I wanted to write a book about my college years, but found that only one event really stuck to my rib cage, and it was not about parties or cheap alcohol, although both played a part in the culmination of my early 20’s. 

But I didn’t write the book.  I was more concerned with what I thought in the days and weeks leading up to a friend of mine disappearing for eight months, and how we all talked about how we didn’t want to see her now that her life was that way. 

And we said all of this while drinking tall boys and whisky on my dirty porch steps, and smoking cigarettes after taking bong hits. 

We went camping that summer in laramie and it was just us girls, and we ate mushrooms before our hike. I melted upwards into the aspens, and my friend joined the earth as our “Swamp Monster.” We all laughed until our sides stretched and ached; I watched the stars crawl high in the sky that day, and thought about our separate bodies as parts on a spinning wheel.

And as we spun we knew a young woman was becoming a part of and losing herself to and getting pulled along on heroin, all while we got high in the summer sun. 

We flirted with the idea that somehow that was just the kind of woman she became, that her dangerous waters were deeper than ours and our harmless experimentation- that heroin was somehow a contracted disease, when our recreation was simply a phase. Good thing I never tried it, and good riddance. If she could only get control of herself. Do drugs, don’t let drugs do you.

Or were we the awful ones? 

Yes. We were awful for the leaving, the acceptance of her actions as the true mark of her moral state.
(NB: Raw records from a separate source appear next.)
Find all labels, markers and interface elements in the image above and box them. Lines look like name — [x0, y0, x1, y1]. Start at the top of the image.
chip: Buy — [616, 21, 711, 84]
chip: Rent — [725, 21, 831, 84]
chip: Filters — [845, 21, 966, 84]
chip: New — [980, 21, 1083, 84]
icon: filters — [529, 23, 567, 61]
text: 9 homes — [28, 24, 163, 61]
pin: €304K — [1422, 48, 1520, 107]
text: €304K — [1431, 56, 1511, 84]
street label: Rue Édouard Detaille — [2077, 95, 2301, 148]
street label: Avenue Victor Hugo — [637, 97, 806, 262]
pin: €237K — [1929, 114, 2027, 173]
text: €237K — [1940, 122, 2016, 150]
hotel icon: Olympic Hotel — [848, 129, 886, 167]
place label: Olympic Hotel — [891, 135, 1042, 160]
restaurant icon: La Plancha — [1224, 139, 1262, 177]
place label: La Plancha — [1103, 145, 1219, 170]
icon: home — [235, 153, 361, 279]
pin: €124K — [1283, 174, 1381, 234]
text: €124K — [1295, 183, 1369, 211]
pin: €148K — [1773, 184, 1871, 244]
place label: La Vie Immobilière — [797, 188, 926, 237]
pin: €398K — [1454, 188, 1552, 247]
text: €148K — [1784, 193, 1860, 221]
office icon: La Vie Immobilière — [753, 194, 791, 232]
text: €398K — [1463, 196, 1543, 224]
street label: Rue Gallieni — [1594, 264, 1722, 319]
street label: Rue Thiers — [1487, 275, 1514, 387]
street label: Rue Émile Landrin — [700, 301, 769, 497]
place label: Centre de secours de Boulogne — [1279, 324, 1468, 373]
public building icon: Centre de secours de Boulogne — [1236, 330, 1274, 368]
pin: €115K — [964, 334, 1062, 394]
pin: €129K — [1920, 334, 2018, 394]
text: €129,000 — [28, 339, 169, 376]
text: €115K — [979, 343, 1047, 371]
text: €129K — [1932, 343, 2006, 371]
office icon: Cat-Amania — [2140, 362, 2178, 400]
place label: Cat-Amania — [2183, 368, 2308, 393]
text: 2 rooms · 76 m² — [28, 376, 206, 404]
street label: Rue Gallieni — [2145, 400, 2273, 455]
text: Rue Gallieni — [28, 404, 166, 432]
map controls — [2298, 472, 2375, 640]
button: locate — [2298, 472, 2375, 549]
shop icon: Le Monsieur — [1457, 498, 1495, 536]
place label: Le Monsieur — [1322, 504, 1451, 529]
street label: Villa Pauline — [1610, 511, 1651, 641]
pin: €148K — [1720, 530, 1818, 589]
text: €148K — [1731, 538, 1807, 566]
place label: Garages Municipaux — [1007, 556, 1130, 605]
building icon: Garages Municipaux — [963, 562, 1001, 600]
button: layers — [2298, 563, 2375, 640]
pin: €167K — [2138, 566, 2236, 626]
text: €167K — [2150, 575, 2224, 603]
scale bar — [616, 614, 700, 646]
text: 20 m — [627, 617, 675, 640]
As if any of us understands morality. My mind asks: are morals an easy tolerance of our own bad ideas? The sacred crucifying of someone else for something they did, even though it could have been any one of us clutching that edge? 

After a while I conclude–No. It wasn’t just us who were awful. I don’t think we have tolerance for anyone, especially ourselves. We mask those uncomfortable thoughts, do anything mundane to push through to the next beer on a porch, and we cross our fingers that the neighbor still only smokes pot.


Until Morning

I awoke in a bed that was disheveled. He kept it that way, sheets sweeping left and right like the movement hours before. When he pulled his white shirt off in the middle of the night, because it was a little too warm, he moved the sheets with his knees and tossed the shirt to the chair by the door. It remained until morning, as did I.